**TASK INPUTS:**
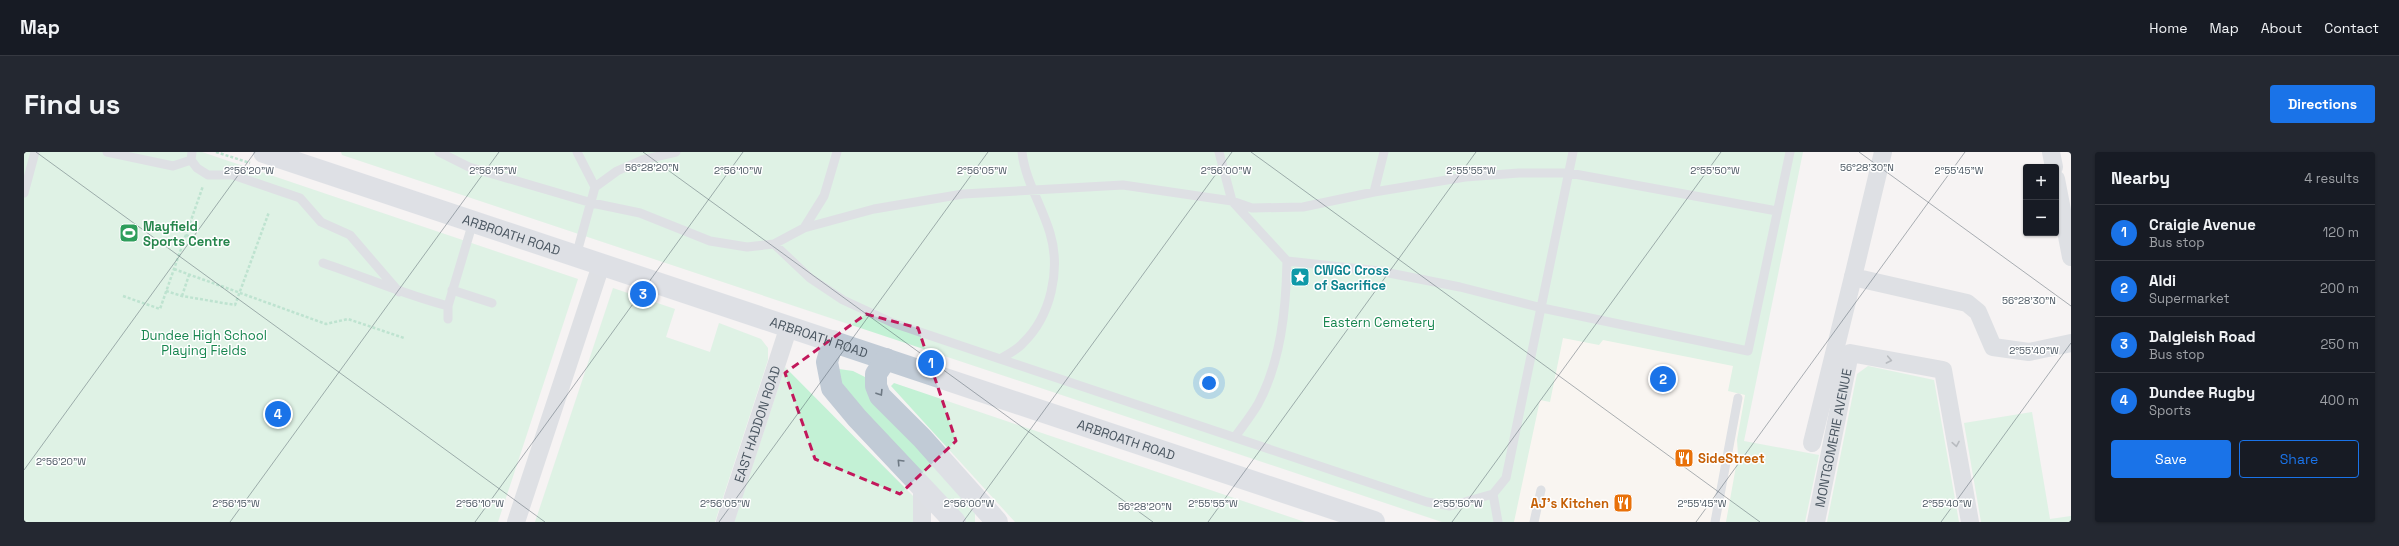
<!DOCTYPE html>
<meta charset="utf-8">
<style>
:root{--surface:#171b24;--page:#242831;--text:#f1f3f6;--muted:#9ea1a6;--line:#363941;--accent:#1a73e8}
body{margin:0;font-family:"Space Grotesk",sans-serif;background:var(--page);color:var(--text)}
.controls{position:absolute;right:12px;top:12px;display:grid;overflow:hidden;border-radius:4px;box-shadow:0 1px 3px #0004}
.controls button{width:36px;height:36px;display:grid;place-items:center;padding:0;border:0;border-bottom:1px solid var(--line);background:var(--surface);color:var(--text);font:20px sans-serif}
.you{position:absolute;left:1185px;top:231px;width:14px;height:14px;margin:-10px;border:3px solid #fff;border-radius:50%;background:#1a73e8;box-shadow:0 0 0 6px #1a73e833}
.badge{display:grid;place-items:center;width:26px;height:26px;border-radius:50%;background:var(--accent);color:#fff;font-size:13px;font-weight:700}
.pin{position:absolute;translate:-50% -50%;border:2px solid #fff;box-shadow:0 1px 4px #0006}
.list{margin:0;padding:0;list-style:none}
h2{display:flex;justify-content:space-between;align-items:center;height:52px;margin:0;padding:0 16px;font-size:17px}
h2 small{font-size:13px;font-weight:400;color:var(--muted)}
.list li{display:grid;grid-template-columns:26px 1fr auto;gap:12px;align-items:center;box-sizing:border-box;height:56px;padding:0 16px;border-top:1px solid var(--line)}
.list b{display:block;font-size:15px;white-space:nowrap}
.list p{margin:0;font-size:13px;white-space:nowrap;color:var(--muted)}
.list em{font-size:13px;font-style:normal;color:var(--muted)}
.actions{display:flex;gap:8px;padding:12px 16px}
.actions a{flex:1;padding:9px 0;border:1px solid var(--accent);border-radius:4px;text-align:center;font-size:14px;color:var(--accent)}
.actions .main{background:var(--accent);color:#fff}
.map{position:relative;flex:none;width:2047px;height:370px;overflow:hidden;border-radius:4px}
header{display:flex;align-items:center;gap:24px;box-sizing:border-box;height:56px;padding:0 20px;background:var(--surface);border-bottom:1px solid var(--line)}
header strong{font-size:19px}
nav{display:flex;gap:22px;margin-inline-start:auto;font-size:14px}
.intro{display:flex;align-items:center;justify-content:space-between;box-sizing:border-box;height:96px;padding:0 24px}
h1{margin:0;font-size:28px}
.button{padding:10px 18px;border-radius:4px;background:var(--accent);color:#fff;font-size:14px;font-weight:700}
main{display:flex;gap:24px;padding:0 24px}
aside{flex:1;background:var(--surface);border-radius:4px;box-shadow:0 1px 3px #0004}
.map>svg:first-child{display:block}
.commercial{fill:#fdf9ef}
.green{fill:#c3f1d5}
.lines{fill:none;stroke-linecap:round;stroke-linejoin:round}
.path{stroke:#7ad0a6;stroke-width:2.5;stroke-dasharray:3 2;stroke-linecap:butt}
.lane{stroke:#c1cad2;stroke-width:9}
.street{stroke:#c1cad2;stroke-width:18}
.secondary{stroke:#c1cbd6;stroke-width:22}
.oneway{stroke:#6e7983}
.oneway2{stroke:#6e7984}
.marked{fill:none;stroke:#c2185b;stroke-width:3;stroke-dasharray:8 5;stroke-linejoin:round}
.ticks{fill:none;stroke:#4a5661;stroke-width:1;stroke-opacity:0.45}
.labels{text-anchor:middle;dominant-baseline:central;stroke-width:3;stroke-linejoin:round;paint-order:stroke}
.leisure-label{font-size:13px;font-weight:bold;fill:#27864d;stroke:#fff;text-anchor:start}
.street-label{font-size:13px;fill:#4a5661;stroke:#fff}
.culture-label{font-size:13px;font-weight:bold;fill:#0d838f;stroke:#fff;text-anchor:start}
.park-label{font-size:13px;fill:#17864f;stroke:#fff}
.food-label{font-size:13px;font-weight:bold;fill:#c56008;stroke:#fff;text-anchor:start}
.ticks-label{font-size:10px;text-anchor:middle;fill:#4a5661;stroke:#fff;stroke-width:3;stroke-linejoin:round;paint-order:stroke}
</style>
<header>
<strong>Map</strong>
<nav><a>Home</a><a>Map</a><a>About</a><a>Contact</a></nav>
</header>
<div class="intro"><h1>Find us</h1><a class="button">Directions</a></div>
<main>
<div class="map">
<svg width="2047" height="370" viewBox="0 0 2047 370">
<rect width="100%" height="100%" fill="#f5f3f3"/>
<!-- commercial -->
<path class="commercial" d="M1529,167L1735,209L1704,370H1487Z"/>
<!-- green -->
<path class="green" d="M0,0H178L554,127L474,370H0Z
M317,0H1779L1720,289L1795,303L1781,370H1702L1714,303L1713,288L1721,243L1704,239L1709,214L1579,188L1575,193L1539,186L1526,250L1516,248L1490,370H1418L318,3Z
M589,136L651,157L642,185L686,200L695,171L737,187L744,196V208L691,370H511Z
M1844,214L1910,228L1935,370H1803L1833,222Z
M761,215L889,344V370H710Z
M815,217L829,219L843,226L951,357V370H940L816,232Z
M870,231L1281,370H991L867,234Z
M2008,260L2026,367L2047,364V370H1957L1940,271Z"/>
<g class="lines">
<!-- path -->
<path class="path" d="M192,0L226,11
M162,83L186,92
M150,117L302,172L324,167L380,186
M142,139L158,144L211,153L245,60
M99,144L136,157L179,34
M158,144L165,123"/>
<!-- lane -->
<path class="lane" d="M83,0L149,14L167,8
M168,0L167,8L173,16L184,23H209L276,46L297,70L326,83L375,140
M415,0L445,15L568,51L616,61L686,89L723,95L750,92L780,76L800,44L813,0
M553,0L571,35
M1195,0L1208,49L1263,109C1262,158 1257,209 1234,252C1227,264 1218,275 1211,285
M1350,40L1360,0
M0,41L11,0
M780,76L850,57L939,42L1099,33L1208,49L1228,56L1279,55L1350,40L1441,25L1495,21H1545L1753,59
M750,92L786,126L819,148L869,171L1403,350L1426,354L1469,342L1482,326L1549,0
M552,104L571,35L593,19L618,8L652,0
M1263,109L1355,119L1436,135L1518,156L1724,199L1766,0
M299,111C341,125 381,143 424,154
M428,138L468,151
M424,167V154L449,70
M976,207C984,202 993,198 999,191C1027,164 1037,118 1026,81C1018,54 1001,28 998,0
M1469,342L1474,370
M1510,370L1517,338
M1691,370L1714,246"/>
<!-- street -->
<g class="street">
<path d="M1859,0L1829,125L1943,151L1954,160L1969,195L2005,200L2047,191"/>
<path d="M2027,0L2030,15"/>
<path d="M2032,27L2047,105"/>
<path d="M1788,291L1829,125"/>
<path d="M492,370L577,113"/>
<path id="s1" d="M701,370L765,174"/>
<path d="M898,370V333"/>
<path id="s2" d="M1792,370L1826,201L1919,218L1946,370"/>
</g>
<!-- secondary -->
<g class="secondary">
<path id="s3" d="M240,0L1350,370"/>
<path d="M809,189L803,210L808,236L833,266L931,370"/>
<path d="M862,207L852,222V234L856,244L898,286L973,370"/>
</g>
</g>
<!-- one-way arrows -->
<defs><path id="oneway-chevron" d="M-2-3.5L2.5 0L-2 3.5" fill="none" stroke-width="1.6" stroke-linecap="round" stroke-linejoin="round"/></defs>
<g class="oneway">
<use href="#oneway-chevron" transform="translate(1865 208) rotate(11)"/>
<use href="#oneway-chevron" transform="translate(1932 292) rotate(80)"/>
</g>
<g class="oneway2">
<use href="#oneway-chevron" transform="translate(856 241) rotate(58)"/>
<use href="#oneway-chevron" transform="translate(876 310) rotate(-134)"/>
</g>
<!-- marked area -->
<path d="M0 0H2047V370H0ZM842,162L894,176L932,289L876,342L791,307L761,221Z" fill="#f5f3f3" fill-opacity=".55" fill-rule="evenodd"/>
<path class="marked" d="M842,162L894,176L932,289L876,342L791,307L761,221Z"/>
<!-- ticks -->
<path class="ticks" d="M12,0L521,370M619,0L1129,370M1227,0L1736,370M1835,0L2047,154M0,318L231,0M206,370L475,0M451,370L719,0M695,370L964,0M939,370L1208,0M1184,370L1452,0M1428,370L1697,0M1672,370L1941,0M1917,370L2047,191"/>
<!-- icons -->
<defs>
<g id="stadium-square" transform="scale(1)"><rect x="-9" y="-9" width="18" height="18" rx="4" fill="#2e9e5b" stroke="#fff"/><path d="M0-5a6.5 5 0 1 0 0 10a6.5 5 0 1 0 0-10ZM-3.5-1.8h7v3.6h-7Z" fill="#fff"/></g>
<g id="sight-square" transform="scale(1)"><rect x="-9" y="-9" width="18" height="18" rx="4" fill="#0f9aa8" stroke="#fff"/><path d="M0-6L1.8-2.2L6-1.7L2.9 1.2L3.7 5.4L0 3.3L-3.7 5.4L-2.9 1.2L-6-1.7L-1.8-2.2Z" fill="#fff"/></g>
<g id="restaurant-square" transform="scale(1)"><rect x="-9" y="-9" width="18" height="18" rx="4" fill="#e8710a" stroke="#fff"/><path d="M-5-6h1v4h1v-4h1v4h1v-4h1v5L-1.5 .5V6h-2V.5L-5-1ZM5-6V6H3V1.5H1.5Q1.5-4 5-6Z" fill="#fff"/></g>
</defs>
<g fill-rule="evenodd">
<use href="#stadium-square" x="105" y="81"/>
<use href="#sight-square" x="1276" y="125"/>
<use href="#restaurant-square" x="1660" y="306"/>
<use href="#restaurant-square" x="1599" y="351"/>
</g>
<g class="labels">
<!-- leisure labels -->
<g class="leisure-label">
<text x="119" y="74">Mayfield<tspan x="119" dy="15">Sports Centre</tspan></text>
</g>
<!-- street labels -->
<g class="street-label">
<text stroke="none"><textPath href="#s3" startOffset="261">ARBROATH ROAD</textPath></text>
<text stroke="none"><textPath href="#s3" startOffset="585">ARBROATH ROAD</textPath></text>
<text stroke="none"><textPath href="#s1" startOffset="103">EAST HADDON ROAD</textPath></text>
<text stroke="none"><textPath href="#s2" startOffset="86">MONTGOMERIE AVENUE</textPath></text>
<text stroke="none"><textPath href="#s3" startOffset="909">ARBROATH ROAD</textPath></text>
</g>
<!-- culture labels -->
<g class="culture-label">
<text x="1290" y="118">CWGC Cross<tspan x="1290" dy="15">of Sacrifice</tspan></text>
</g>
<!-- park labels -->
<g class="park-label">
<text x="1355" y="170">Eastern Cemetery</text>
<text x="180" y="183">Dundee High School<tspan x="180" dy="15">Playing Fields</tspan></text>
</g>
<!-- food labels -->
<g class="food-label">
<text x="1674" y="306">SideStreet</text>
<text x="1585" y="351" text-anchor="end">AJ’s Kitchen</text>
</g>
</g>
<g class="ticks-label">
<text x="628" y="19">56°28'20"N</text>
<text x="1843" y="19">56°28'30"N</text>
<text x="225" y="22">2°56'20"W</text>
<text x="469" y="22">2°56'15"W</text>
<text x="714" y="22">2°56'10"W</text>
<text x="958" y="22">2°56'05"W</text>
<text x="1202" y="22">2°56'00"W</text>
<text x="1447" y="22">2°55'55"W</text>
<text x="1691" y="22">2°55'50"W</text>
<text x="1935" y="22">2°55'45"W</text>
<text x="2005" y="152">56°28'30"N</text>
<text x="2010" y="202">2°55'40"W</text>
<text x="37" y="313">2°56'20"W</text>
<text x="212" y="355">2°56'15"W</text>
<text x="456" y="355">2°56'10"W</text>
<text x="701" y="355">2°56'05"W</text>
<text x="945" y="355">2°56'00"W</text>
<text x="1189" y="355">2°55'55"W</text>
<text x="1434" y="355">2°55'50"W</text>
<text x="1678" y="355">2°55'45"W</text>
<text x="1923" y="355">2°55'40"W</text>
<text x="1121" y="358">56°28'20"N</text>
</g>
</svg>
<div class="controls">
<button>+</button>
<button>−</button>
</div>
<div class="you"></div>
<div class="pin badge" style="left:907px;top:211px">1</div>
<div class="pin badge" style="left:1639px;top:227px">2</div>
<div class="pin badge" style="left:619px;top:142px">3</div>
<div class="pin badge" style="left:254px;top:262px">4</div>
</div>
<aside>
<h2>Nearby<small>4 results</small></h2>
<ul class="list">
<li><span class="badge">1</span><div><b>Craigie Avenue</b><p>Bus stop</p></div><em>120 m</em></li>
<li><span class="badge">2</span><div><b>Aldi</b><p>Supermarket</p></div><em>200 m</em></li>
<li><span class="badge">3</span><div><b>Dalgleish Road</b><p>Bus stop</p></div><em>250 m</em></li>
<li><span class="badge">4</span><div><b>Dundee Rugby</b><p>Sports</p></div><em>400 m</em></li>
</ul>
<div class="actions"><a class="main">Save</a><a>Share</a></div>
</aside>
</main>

**TASK STATEMENT:** Wherever a line in the data above contains the word "grid", copy that line.

**RESPONSE:**
.controls{position:absolute;right:12px;top:12px;display:grid;overflow:hidden;border-radius:4px;box-shadow:0 1px 3px #0004}
.controls button{width:36px;height:36px;display:grid;place-items:center;padding:0;border:0;border-bottom:1px solid var(--line);background:var(--surface);color:var(--text);font:20px sans-serif}
.badge{display:grid;place-items:center;width:26px;height:26px;border-radius:50%;background:var(--accent);color:#fff;font-size:13px;font-weight:700}
.list li{display:grid;grid-template-columns:26px 1fr auto;gap:12px;align-items:center;box-sizing:border-box;height:56px;padding:0 16px;border-top:1px solid var(--line)}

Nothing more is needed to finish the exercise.